[[ Data for processing open ]]

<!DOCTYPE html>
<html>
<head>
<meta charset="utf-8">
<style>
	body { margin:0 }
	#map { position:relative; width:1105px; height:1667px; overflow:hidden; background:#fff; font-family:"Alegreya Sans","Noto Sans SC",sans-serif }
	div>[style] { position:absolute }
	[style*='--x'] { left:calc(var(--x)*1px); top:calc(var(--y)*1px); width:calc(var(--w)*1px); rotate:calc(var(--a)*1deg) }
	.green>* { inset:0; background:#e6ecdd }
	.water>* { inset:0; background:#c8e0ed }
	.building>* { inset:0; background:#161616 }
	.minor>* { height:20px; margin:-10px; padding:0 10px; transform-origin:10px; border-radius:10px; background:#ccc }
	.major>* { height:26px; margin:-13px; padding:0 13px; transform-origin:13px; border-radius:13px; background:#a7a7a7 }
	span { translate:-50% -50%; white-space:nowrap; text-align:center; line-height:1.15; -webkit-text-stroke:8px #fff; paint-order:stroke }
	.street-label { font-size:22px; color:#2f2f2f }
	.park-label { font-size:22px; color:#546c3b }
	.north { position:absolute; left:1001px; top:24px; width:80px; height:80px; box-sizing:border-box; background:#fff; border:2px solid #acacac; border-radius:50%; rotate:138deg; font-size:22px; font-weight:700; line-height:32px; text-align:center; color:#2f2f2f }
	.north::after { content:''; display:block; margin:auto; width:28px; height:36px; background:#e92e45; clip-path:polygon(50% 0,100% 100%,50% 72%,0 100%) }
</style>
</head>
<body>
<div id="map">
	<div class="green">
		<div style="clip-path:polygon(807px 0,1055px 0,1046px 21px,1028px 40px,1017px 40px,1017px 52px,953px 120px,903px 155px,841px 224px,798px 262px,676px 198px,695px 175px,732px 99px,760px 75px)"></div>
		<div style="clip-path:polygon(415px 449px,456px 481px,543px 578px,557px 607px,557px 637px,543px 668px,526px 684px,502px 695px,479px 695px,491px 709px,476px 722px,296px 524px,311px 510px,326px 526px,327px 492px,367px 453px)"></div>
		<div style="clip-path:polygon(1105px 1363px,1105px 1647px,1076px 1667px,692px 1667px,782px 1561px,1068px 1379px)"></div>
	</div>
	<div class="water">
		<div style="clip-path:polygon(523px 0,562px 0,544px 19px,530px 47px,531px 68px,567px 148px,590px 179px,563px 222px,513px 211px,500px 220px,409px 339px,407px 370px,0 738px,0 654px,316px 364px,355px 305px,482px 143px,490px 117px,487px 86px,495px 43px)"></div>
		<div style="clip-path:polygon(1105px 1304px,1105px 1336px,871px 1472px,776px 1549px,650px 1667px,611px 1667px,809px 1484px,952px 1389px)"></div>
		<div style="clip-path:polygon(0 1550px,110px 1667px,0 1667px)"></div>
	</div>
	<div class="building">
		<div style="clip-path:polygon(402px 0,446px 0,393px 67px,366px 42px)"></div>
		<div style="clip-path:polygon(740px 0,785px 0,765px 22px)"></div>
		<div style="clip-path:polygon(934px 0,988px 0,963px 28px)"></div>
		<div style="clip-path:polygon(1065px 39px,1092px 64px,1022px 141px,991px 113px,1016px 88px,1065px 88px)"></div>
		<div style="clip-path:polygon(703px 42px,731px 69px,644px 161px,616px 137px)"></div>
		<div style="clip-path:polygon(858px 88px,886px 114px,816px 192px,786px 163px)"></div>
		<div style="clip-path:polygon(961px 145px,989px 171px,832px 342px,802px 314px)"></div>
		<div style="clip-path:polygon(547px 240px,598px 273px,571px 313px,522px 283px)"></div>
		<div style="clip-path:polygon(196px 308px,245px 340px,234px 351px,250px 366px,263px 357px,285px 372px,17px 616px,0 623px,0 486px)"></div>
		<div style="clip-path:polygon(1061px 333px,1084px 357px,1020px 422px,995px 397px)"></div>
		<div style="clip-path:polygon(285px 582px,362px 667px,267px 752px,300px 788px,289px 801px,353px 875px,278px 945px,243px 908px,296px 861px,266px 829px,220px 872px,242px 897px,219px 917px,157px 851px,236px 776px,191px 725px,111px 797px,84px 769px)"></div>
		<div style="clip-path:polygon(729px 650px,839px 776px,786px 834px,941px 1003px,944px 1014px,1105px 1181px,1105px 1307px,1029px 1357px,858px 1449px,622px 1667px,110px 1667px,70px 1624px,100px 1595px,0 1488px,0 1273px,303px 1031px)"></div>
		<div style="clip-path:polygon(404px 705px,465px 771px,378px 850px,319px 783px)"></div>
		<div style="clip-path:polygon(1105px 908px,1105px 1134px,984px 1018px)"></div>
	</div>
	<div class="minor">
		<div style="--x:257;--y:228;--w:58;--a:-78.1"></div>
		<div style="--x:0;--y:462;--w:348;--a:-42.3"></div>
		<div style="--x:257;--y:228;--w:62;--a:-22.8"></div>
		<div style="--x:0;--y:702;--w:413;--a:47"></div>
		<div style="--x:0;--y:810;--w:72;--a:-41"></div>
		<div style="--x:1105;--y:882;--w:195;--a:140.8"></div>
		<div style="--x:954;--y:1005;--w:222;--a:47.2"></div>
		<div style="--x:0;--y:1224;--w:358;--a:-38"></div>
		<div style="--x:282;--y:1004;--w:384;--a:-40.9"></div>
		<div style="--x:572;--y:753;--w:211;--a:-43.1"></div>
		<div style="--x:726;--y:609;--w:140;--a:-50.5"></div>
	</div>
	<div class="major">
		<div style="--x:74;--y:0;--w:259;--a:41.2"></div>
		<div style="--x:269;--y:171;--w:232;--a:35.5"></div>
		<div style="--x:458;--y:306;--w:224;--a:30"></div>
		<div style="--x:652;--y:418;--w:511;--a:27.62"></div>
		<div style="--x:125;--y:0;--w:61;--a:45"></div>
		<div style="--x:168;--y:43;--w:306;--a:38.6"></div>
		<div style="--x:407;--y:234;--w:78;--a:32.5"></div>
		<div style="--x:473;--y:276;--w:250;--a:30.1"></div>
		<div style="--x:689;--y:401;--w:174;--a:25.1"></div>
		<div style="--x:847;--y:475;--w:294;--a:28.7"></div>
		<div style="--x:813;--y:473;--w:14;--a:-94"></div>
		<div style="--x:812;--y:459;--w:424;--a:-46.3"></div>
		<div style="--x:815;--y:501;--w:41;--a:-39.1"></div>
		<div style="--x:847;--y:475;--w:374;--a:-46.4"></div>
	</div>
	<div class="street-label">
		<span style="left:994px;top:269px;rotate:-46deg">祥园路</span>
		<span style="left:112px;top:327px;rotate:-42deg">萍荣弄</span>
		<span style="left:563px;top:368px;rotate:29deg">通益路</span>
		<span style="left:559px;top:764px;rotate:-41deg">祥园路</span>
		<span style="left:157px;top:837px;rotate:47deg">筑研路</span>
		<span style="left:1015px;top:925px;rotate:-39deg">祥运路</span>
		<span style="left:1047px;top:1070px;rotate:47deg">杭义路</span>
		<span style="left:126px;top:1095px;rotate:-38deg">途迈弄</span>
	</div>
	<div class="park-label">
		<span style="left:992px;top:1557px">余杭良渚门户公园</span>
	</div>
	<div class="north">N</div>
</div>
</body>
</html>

[[ Data for processing closed ]]

Only the lines from the first line of the records through the one containing "position:absolute; left:1001px; top:24px;" should be reproduced, exactly, with both of them included.

* Task solution
<!DOCTYPE html>
<html>
<head>
<meta charset="utf-8">
<style>
	body { margin:0 }
	#map { position:relative; width:1105px; height:1667px; overflow:hidden; background:#fff; font-family:"Alegreya Sans","Noto Sans SC",sans-serif }
	div>[style] { position:absolute }
	[style*='--x'] { left:calc(var(--x)*1px); top:calc(var(--y)*1px); width:calc(var(--w)*1px); rotate:calc(var(--a)*1deg) }
	.green>* { inset:0; background:#e6ecdd }
	.water>* { inset:0; background:#c8e0ed }
	.building>* { inset:0; background:#161616 }
	.minor>* { height:20px; margin:-10px; padding:0 10px; transform-origin:10px; border-radius:10px; background:#ccc }
	.major>* { height:26px; margin:-13px; padding:0 13px; transform-origin:13px; border-radius:13px; background:#a7a7a7 }
	span { translate:-50% -50%; white-space:nowrap; text-align:center; line-height:1.15; -webkit-text-stroke:8px #fff; paint-order:stroke }
	.street-label { font-size:22px; color:#2f2f2f }
	.park-label { font-size:22px; color:#546c3b }
	.north { position:absolute; left:1001px; top:24px; width:80px; height:80px; box-sizing:border-box; background:#fff; border:2px solid #acacac; border-radius:50%; rotate:138deg; font-size:22px; font-weight:700; line-height:32px; text-align:center; color:#2f2f2f }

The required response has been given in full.